Skip to main content
Version: v0.9.8

Disaster Recovery

As a multi cluster orchestrator, Nova can help with Day-2 orchestration needs of applications running on a fleet of clusters it manages (in addition to Day-0 static and dynamic scheduling of workloads that we’ve seen in the prior sections).
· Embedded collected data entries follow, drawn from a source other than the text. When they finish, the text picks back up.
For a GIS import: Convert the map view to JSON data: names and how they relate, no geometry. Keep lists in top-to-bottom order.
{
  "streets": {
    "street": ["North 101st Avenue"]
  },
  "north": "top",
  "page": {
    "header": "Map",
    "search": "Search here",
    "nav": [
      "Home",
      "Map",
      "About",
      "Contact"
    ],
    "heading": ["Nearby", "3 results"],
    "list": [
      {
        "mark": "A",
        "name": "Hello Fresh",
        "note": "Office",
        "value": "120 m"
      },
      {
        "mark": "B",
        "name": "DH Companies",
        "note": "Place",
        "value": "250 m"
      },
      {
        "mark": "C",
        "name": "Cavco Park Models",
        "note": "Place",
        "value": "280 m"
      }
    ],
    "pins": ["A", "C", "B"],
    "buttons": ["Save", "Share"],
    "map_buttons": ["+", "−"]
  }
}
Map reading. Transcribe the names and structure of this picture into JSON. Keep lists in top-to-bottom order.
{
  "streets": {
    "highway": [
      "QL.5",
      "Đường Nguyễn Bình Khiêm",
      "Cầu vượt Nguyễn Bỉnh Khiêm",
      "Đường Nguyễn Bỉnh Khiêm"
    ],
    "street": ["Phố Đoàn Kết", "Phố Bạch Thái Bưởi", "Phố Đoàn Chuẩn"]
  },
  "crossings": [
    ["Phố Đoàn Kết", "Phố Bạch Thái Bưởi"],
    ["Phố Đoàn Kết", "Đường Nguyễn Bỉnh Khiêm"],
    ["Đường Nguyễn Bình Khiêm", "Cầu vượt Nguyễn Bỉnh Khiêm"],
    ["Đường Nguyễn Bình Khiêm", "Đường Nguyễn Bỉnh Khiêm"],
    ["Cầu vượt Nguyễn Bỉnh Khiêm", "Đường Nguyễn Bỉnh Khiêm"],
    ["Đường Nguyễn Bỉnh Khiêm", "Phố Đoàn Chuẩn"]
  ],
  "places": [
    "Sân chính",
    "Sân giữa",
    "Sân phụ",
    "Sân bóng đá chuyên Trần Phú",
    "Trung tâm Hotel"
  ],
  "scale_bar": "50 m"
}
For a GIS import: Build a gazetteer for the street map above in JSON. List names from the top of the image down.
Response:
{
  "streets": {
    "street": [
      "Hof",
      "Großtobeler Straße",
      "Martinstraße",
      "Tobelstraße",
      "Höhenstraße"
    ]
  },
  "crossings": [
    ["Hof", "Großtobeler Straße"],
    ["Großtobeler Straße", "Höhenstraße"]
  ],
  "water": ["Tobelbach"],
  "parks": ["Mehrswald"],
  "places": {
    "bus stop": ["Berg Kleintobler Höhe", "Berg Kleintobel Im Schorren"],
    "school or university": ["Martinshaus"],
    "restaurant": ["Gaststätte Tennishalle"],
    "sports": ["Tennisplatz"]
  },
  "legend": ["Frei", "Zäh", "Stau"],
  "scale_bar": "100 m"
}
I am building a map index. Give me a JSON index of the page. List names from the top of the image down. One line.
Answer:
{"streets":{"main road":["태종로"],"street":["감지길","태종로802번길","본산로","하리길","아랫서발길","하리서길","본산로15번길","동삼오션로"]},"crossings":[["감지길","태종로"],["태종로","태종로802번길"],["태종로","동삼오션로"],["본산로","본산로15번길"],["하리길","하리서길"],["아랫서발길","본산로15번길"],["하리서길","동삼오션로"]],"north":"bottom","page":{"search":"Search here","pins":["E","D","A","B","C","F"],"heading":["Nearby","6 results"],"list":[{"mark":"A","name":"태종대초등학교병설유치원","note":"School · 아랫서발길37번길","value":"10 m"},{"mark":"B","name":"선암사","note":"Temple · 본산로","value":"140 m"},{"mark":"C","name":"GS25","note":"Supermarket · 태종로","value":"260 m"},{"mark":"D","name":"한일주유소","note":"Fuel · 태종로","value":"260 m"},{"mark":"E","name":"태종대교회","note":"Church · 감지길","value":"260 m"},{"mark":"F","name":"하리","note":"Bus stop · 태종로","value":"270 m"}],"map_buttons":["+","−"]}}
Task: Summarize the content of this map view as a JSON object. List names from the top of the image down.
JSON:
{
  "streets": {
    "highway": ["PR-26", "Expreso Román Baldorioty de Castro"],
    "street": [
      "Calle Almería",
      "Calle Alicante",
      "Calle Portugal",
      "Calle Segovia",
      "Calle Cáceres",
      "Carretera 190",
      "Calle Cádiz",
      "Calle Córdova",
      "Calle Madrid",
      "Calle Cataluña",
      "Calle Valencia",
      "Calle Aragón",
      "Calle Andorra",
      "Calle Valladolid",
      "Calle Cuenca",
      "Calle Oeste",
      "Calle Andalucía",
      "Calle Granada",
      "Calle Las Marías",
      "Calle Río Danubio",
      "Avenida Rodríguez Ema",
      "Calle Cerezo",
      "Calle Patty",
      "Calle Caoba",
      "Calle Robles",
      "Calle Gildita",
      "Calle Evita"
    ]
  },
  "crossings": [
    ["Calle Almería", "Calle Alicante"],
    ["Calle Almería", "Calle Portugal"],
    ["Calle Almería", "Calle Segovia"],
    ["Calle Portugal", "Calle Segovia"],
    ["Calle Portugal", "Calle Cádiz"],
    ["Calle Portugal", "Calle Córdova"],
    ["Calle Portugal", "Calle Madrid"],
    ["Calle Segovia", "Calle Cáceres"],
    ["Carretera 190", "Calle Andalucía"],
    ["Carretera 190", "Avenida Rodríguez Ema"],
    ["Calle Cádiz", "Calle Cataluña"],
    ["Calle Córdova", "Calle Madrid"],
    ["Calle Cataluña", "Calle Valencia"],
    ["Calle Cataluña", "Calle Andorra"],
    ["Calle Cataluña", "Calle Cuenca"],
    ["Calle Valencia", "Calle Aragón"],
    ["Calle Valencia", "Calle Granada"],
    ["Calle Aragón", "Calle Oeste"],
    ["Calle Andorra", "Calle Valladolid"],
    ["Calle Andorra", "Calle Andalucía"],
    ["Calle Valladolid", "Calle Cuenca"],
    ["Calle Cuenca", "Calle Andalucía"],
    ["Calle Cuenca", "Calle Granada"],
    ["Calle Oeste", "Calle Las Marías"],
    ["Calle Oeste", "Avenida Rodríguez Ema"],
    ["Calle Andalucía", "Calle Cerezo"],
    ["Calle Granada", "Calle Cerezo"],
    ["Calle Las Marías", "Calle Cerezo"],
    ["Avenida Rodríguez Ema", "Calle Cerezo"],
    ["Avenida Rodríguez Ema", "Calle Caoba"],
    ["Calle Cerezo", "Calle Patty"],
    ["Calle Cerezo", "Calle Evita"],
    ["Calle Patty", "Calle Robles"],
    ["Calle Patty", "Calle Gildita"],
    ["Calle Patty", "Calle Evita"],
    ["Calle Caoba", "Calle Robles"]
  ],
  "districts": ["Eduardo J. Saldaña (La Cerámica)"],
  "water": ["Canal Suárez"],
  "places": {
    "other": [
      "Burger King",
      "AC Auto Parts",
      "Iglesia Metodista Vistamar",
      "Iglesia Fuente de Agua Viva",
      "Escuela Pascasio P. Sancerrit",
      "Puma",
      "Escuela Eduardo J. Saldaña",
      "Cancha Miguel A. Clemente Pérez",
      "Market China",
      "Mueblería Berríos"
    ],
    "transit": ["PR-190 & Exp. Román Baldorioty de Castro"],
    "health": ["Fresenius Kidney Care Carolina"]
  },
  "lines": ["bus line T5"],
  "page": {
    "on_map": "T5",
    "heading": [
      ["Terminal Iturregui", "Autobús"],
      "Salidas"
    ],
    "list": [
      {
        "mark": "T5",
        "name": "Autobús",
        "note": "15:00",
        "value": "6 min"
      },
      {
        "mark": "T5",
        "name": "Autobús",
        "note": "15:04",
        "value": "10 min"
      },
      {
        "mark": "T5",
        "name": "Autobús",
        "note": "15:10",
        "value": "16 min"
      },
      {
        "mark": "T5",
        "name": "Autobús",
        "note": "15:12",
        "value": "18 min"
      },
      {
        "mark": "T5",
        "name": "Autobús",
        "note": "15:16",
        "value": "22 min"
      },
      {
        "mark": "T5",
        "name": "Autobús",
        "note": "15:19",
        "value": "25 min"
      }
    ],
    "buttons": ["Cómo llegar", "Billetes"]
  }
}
Automation of the disaster recovery of databases is one such application need that is implemented by Nova through a Kubernetes-native approach. This feature allows the Nova administrator to specify a sequence of steps that would need to be enacted when a failure is detected in its fleet. Such a failure could be a cluster-level failure, zone failure or a region failure. As soon as an alert capturing this failure is received by Nova, a Recovery Plan consisting of a sequence of recovery steps, is executed by the Nova control plane.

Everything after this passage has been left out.